Wichtig ist jetzt, dass zusätzlich zu den bereits bekannten Instrumenten, wie Kurzarbeitergeld, Mietzuschüssen und Steuerstundungen …

  • ein Notfallfonds für akute Finanzprobleme und plötzliche eingetretene Ausfälle eingerichtet wird.
  • Kredite für Kleinstunternehmer mindestens zwei Jahre tilgungsfrei sind. Danach soll entschieden werden, ob Kredite zurückgezahlt, gestundet oder in besonderen Fällen ganz erlassen werden können.
  • diese Hilfen – ähnlich wie in Bayern – schnell und unbürokratisch geleistet werden.

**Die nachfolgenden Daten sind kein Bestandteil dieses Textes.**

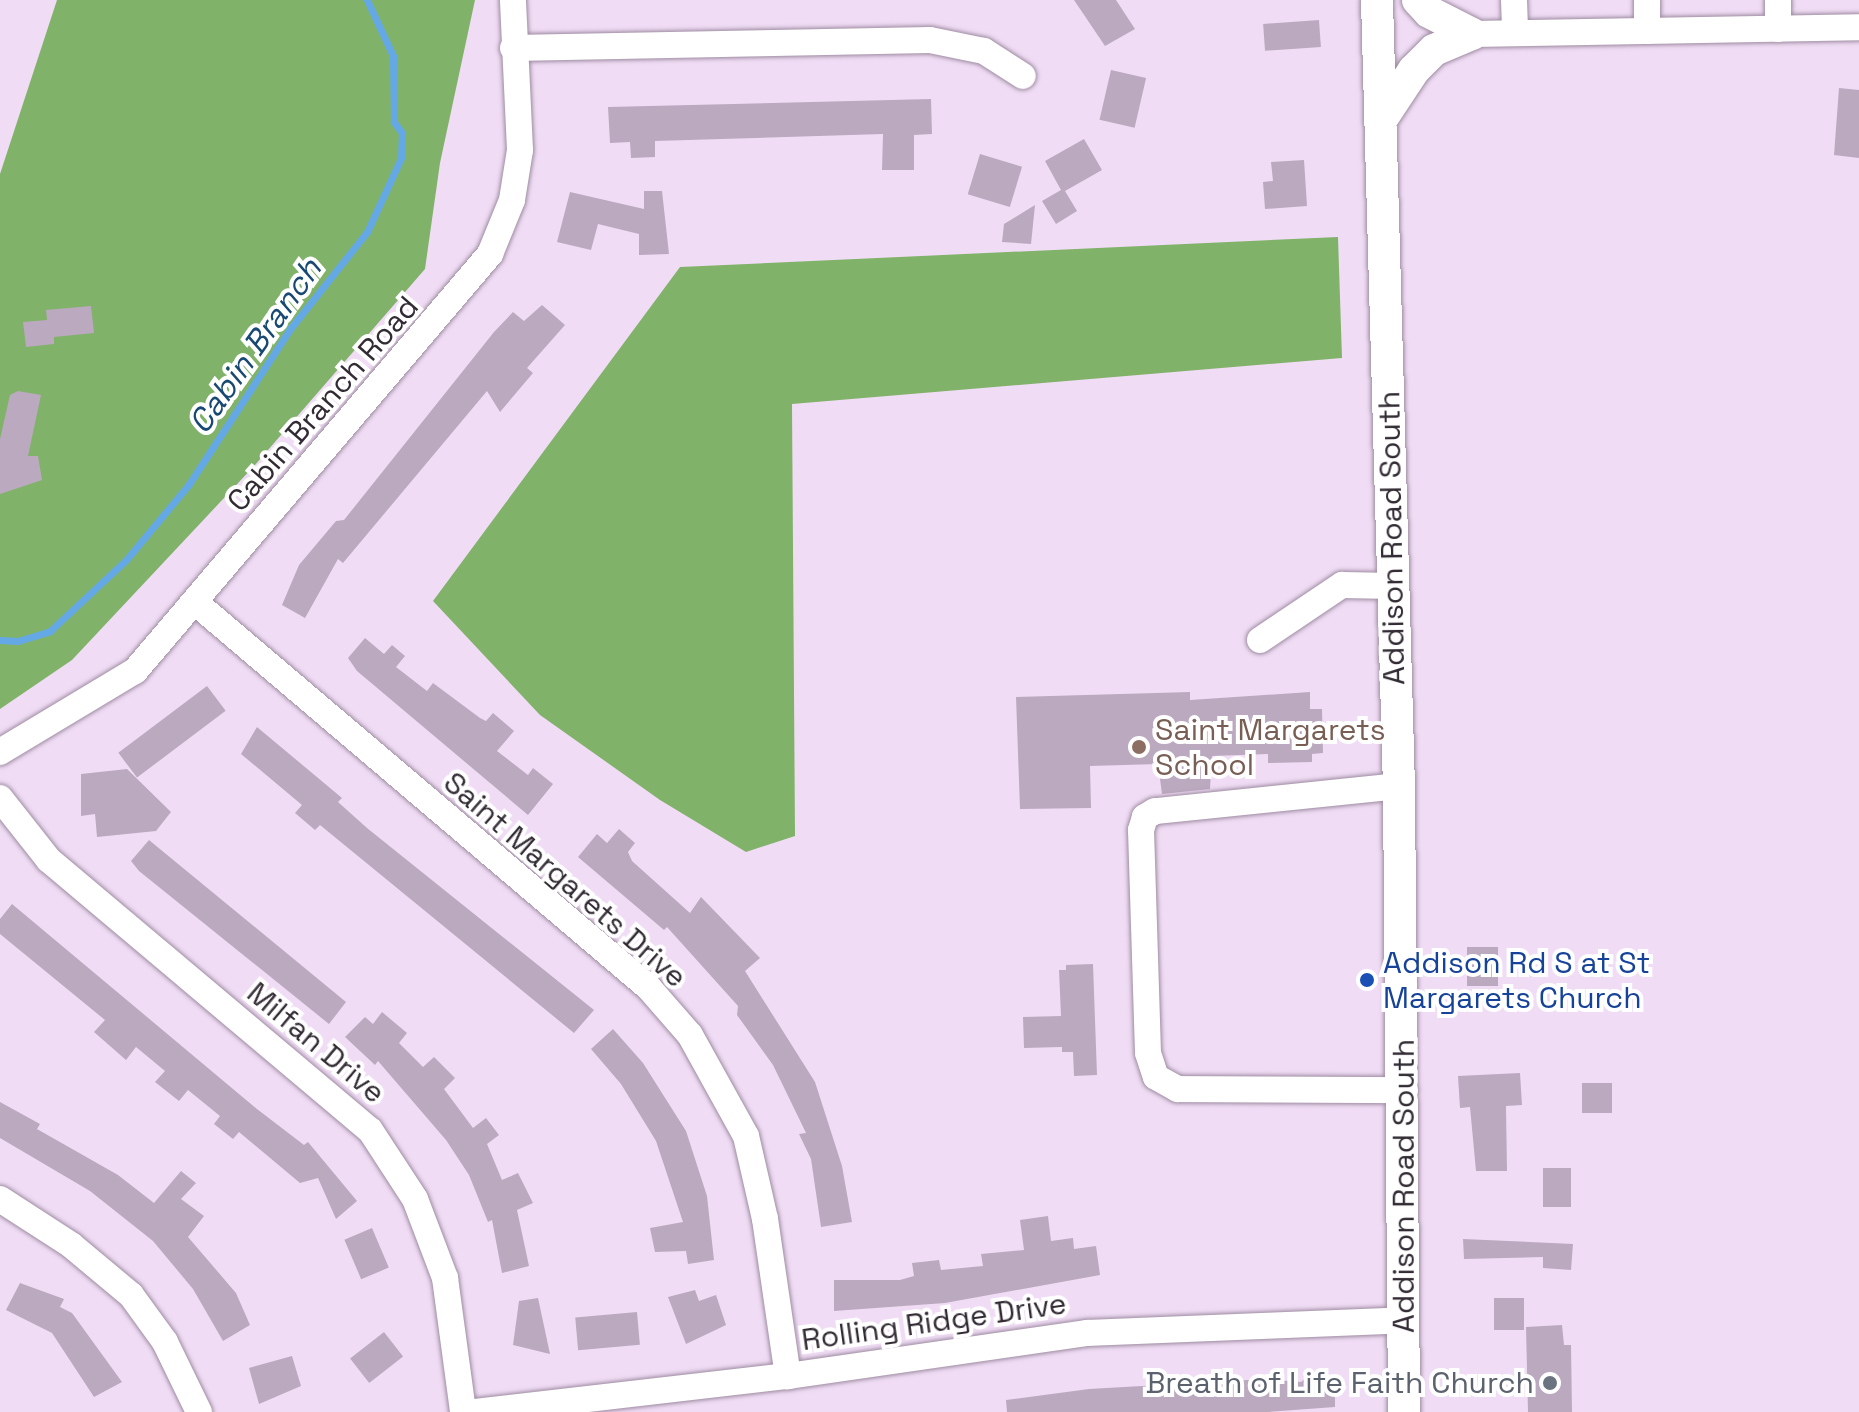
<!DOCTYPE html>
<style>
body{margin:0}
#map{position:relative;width:1859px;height:1412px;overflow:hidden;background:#f0ddf5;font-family:"Space Grotesk",sans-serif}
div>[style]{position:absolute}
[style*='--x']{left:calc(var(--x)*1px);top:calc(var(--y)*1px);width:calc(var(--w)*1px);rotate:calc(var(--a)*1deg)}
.forest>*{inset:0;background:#81b269}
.stream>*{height:7px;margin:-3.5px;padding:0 3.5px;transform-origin:3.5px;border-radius:3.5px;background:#64a9e6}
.building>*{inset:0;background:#bba9c0;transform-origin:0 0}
.roads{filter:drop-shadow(0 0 2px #9e8ca2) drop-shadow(0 0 2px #9e8ca2)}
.minor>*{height:26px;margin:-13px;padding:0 13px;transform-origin:13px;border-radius:13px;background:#fff}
.major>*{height:32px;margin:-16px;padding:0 16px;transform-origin:16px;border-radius:16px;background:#fff}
.dots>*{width:22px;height:22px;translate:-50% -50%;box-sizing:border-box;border:4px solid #fff;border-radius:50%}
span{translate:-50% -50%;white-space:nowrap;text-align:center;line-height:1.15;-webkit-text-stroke:8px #fff;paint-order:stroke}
.street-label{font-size:30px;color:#322b34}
.education-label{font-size:30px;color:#785e54}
.left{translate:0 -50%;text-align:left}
.transit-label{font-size:30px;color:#164399}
.worship-label{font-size:30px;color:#5b616d}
.right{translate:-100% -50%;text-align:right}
.water-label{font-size:32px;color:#184972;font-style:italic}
</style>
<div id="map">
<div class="forest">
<div style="clip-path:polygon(57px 0,475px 0,440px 163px,425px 269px,255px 465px,72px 660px,0 709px,0 174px)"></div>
<div style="clip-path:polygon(1338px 237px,1342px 358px,792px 404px,795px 836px,746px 852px,660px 800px,540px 715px,433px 601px,680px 267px)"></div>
</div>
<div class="stream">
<div style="--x:0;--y:640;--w:18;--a:3"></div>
<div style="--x:18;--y:641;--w:34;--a:-17"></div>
<div style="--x:50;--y:631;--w:104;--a:-43.1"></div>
<div style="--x:126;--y:560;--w:99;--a:-50.3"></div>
<div style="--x:189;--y:484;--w:185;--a:-56.9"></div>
<div style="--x:290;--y:329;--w:124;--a:-51.6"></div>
<div style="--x:367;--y:232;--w:81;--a:-65.3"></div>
<div style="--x:401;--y:158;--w:25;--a:-88"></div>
<div style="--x:402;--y:133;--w:14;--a:-126"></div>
<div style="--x:394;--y:122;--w:66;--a:-90.9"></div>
<div style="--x:393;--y:56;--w:62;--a:-114.9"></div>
</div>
<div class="building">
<div style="clip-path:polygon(1074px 0,1116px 0,1135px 29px,1105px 46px)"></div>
<div style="left:1319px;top:20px;width:27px;height:56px;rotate:86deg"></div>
<div style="left:1111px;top:70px;width:36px;height:51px;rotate:13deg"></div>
<div style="clip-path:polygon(1839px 88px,1859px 90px,1859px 158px,1834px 155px)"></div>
<div style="clip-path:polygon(931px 99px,932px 134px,914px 135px,914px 170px,882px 170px,883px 134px,655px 141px,655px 157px,631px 158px,630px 142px,610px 143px,608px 107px)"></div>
<div style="clip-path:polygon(1084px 139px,1102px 170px,1065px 191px,1077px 211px,1056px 224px,1042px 201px,1061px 190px,1045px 161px)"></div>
<div style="left:980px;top:154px;width:44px;height:42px;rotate:17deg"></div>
<div style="clip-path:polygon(1304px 160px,1307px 206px,1265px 209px,1263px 182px,1273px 181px,1271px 162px)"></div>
<div style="clip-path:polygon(644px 191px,662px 191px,669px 254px,639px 255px,639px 234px,598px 224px,591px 250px,557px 242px,570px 192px,644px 209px)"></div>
<div style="clip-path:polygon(1035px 205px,1031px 244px,1002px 242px,1004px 224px)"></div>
<div style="clip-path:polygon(542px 305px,565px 325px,527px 368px,533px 373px,500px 412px,487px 391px,343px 563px,338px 559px,305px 618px,282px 605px,299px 565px,336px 521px,344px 520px,494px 332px,513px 312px,524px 321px)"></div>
<div style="clip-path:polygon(91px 306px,94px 333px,54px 337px,54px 344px,26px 347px,23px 322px,47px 320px,46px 310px)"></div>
<div style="clip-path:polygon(18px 391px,41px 395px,28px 456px,38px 456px,42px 480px,0 494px,0 439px,10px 395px)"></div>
<div style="clip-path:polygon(365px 638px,384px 654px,392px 645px,405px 656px,396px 667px,427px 691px,433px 683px,480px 718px,486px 721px,493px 713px,514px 731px,497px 751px,528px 775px,533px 768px,553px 784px,528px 815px,357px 671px,348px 658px)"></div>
<div style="left:207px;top:686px;width:31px;height:111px;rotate:53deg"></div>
<div style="clip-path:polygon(1190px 692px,1190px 700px,1310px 692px,1310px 709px,1322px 709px,1323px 753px,1312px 754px,1312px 762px,1268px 763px,1268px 754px,1212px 756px,1210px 789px,1162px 794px,1158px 764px,1090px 766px,1091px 808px,1020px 809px,1016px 697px)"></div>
<div style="clip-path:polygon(257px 727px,342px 798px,338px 802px,367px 828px,594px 1010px,574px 1033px,320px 825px,315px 830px,295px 813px,302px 805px,241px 754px)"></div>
<div style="clip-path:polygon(127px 769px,171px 812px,156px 831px,97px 837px,95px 814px,81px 816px,81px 774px)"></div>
<div style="clip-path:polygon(619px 829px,635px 843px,628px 852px,632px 861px,690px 913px,701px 897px,760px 958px,745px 971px,815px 1082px,842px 1166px,852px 1222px,821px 1227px,811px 1159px,799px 1134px,806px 1133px,773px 1065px,737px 1015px,738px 1006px,667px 927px,664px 930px,578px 857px,597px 834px,607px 843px)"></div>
<div style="clip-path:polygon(149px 840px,346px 1002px,329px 1024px,139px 871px,131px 861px)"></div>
<div style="clip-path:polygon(12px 904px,257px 1109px,304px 1145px,308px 1142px,357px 1201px,336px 1219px,318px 1178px,300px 1183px,239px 1132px,233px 1139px,214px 1124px,220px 1116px,188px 1090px,179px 1101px,155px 1082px,165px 1071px,136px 1047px,126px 1060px,94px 1032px,105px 1020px,0 934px,0 919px)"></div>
<div style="left:1467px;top:947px;width:31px;height:39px"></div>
<div style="clip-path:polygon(1093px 964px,1097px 1075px,1074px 1076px,1073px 1052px,1062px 1052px,1062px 1047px,1024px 1048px,1023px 1017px,1061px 1016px,1059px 970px,1066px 970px,1066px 965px)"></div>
<div style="clip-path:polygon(382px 1012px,407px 1033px,399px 1043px,423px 1067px,434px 1057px,455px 1078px,444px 1089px,473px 1128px,486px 1118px,499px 1135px,487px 1144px,502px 1180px,518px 1173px,533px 1203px,517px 1210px,529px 1266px,502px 1273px,492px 1220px,488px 1222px,469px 1175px,446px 1140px,378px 1061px,375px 1065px,345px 1037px,365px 1017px,373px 1024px)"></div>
<div style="clip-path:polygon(613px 1029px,643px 1063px,686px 1131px,707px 1196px,714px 1260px,688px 1264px,686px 1251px,655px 1252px,650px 1228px,683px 1222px,656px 1141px,621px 1084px,591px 1049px)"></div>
<div style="clip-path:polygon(1520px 1073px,1522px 1105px,1506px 1106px,1507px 1171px,1476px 1171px,1470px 1107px,1460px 1108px,1458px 1076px)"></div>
<div style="left:1582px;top:1083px;width:30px;height:30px"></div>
<div style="clip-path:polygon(0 1102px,40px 1124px,37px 1129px,118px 1175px,154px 1203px,181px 1171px,196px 1183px,181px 1199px,204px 1216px,188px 1237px,236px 1293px,250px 1325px,223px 1341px,193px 1289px,153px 1241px,90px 1191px,0 1138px)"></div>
<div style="left:1543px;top:1168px;width:28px;height:39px"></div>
<div style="clip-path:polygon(1048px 1216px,1051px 1241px,1073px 1238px,1074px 1249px,1096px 1246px,1100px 1275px,945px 1303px,834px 1311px,834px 1280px,900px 1280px,914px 1276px,912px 1263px,939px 1260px,941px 1270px,983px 1266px,981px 1254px,1024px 1250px,1020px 1220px)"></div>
<div style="left:372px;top:1228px;width:43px;height:30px;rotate:67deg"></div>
<div style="clip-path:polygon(1463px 1239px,1573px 1244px,1571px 1270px,1543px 1268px,1543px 1257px,1464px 1259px)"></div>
<div style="clip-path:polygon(20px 1283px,64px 1299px,60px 1307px,72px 1313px,122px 1382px,94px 1397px,52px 1333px,6px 1310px)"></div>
<div style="clip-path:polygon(695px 1290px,699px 1301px,716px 1295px,726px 1325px,686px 1344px,668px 1297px)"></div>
<div style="clip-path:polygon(538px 1298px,550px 1354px,513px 1345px,519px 1301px)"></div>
<div style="left:1494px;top:1298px;width:30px;height:32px"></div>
<div style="left:637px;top:1312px;width:33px;height:62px;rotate:85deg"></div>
<div style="clip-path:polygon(1562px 1325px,1564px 1345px,1571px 1345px,1572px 1412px,1528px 1412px,1526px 1327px)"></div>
<div style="left:384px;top:1332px;width:31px;height:43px;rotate:52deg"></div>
<div style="clip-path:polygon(292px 1356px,301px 1386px,259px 1404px,249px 1368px)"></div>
<div style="clip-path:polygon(1308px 1376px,1335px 1376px,1335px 1407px,1268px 1412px,1007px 1412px,1006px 1400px,1089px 1389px,1265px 1379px,1301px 1382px)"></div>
</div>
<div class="roads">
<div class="minor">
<div style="--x:1514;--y:0;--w:32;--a:88"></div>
<div style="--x:1647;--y:0;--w:31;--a:90"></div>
<div style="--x:1778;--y:0;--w:29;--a:90"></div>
<div style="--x:1472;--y:34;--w:387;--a:-1"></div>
<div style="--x:513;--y:48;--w:417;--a:-1.1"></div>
<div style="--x:930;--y:40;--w:55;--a:11.5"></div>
<div style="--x:984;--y:51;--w:46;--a:32.7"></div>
<div style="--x:196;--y:603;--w:595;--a:40.36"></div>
<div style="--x:649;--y:988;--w:62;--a:48.9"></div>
<div style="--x:690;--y:1035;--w:115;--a:61"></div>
<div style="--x:746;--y:1136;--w:85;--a:77.1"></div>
<div style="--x:765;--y:1219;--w:159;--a:81.7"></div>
<div style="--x:1260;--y:640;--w:99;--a:-33.9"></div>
<div style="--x:1342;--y:585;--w:52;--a:1.1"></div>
<div style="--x:0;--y:752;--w:157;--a:-31"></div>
<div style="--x:135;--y:671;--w:548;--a:-49.59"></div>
<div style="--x:490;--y:254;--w:58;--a:-67.8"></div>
<div style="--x:512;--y:200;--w:51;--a:-80.9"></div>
<div style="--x:520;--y:150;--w:150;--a:-92.7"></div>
<div style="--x:1399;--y:786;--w:245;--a:174.1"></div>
<div style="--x:1155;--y:811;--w:12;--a:149"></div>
<div style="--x:1145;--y:817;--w:14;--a:107"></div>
<div style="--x:1141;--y:830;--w:223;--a:88.2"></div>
<div style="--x:1148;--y:1053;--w:25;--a:72"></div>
<div style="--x:1156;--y:1077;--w:25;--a:29"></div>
<div style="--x:1178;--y:1089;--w:227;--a:0.3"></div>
<div style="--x:0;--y:798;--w:79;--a:51.7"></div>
<div style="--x:49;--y:860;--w:419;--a:40.1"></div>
<div style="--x:370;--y:1130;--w:82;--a:56.9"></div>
<div style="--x:415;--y:1199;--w:85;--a:69.2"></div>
<div style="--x:445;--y:1278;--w:135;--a:82.3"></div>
<div style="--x:0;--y:1199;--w:85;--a:32.9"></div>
<div style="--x:71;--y:1245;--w:78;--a:39.8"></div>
<div style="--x:131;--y:1295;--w:58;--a:54.1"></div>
<div style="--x:165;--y:1342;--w:78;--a:64.1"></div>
<div style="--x:475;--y:1412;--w:315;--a:-6.6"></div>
<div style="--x:788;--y:1376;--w:302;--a:-8.2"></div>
<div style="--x:1087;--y:1333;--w:318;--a:-2.3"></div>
</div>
<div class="major">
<div style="--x:1377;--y:0;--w:786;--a:88.4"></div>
<div style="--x:1399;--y:786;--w:626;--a:89.54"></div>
<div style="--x:1418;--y:0;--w:16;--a:47"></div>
<div style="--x:1429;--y:12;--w:48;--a:27.1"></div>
<div style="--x:1381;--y:120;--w:60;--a:-56.6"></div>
<div style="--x:1414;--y:70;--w:28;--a:-45"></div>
<div style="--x:1434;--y:50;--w:41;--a:-22.8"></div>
</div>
</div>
<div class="dots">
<div style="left:1139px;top:747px;background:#8d6e63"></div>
<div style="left:1367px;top:980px;background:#1a4fb4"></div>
<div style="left:1550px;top:1383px;background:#6b7280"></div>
</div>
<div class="street-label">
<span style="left:323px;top:404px;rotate:-49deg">Cabin Branch Road</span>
<span style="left:1392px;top:538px;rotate:-91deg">Addison Road South</span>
<span style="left:565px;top:880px;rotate:41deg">Saint Margarets Drive</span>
<span style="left:316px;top:1043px;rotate:40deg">Milfan Drive</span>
<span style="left:1404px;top:1186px;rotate:-90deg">Addison Road South</span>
<span style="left:934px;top:1322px;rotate:-8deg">Rolling Ridge Drive</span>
</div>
<div class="education-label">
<span class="left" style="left:1155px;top:747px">Saint Margarets<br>School</span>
</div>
<div class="transit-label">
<span class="left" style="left:1383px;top:980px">Addison Rd S at St<br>Margarets Church</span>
</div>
<div class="worship-label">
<span class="right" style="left:1534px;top:1383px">Breath of Life Faith Church</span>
</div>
<div class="water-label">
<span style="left:255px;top:346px;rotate:-55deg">Cabin Branch</span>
</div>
</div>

Der Corona-Infoticker des Wirtschaftsressorts hält aktuelle Informationen für Betroffene bereit. Kleinstunternehmen und Selbständige werden mit Priorität behandelt >>

Gerade in diesen Zeiten ist es so wichtig handlungsfähig zu sein – auch als Partei. Deshalb ist die momentane Situation kein Grund den Kopf für die politische Arbeit in den Sand zu stecken. Wir übertragen unsere politische Arbeit jetzt einfach in den digitalen Raum. Wir hoffen, dass die Landesarbeitsgemeinschaften oder der Kreisverbands-Stammtisch demnächst dann auch im digitalen Raum für Euch stattfinden.

Lasst uns hamstern: Lieder und Solidarität, Zuversicht und schöne Geschichten! Lasst uns gegenseitig auf Skype vorlesen. Lasst uns Bilder davon machen, wie wir leben wollen! Lasst uns ein Gedicht mailen! Geht behutsam miteinander um! Plant das Festival, auf dem wir uns treffen werden! Macht aus eurem Wohnzimmer eine Bühne und spielt euch was vor!

Wir spüren wahrscheinlich so deutlich wie nie zuvor, dass wir ohne Kunst und Kultur, ohne Bücher, Spiel und Mode, ohne Architektur, Straßenmusik, Konzerte und den kleinen Buchladen an der Ecke nicht leben können.

Wir lassen das nicht kaputt gehen.

Wir sind besser als das, was gerade passiert.